Sure on average it's more difficult to pursue an academic career coming from a lower ranked school, but it hardly "shuts the door" on it.

This is one beautiful difference between econ & careers in law and medicine. Econ has no regulation on who can enter the profession, so theoretically it's possible to self train yourself, and if you can produce awesome research then you'll get it published. [caveat: you might not be able to get a job at most universities without a degree though, but that's university specific. They could make exceptions probably for a super genuis...]


If good grades in grad level math & econ courses doesn't count over average-to-poor undergrad performance, then its a real pity. After all, graduate school is supposedly rigorous than bachelors and econ/math courses at a grad school will more closely resemble ph.d core/research.. Adcom behavior doesn't sound very logical if this is true.. Its a pity because it implies that for someone with so-so (not poor) undergrad performance, a top-20 school is completely out of reach..
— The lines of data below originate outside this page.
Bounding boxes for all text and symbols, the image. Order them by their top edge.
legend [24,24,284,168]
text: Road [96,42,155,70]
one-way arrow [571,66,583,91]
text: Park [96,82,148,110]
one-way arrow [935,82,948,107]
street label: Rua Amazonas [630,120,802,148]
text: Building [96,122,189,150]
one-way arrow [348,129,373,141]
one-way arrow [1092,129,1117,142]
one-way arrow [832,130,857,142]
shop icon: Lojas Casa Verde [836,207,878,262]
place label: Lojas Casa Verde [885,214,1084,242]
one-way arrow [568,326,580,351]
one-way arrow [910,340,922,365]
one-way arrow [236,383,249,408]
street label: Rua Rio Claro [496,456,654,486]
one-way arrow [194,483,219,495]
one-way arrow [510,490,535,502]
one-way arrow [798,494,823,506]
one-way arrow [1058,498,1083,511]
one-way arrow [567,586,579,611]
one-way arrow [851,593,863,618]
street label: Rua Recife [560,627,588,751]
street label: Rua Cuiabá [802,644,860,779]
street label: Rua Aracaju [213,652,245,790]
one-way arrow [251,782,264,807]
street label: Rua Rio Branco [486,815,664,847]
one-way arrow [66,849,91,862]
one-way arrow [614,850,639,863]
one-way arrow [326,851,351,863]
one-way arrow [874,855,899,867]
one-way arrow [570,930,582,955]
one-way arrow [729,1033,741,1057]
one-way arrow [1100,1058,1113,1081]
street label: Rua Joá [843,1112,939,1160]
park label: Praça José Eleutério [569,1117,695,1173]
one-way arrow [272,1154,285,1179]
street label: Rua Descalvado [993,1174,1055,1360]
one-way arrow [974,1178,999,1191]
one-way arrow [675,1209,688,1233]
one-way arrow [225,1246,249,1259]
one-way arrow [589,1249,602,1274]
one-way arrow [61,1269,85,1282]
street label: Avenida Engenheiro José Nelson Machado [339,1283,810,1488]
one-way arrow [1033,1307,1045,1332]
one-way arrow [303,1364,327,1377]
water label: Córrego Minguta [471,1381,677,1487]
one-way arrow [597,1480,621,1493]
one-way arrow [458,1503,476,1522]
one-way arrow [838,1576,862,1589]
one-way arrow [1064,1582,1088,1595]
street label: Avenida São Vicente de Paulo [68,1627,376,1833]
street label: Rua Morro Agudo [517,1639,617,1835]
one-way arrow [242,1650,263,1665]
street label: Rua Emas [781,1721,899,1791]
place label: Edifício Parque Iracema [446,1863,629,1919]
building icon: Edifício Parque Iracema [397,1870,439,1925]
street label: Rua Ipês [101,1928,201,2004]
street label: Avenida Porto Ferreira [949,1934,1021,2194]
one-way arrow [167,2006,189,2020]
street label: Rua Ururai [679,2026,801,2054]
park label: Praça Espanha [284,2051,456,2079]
This isn't because adcoms aren't logical, it's because there's huge competition. If they can pick between people with great undergrad & great masters, why would they pick someone with great masters & so-so undergrad? [all else equal of course]

Econtobe
11-29-2007, 05:40 AM
It sounds like you would also be well prepared for a masters in statistics. There are several reasons to consider this. First, it's likely to be a better fit than a masters in math (you probably have all the pure math you'll ever need, but probably not all the statistics training). Second, your funding opportunities may be considerably better in stats.


Yes, I am eligible for a stat master and considering funding-fit, it does appear a better choice than math. However since most fellow students would come from a stronger stat/math background, it might be difficult to score good grades (similar argument as math masters).
Also, as youngeconomist has said, most of my math background seems applied against pure, which is understandable given my engineering undergrad.

Thanks takemoremath.

Econtobe
11-29-2007, 06:39 AM
If you really want to get onto a PhD programme in economics, it would probably be more fruitful to do a master's in economics at one of the Canadian schools which were suggested in the previous threads which you posted. You would probably need to demonstrate some kind of commitment to economics as such to be admitted onto a PhD programme, and a master's would be a good start.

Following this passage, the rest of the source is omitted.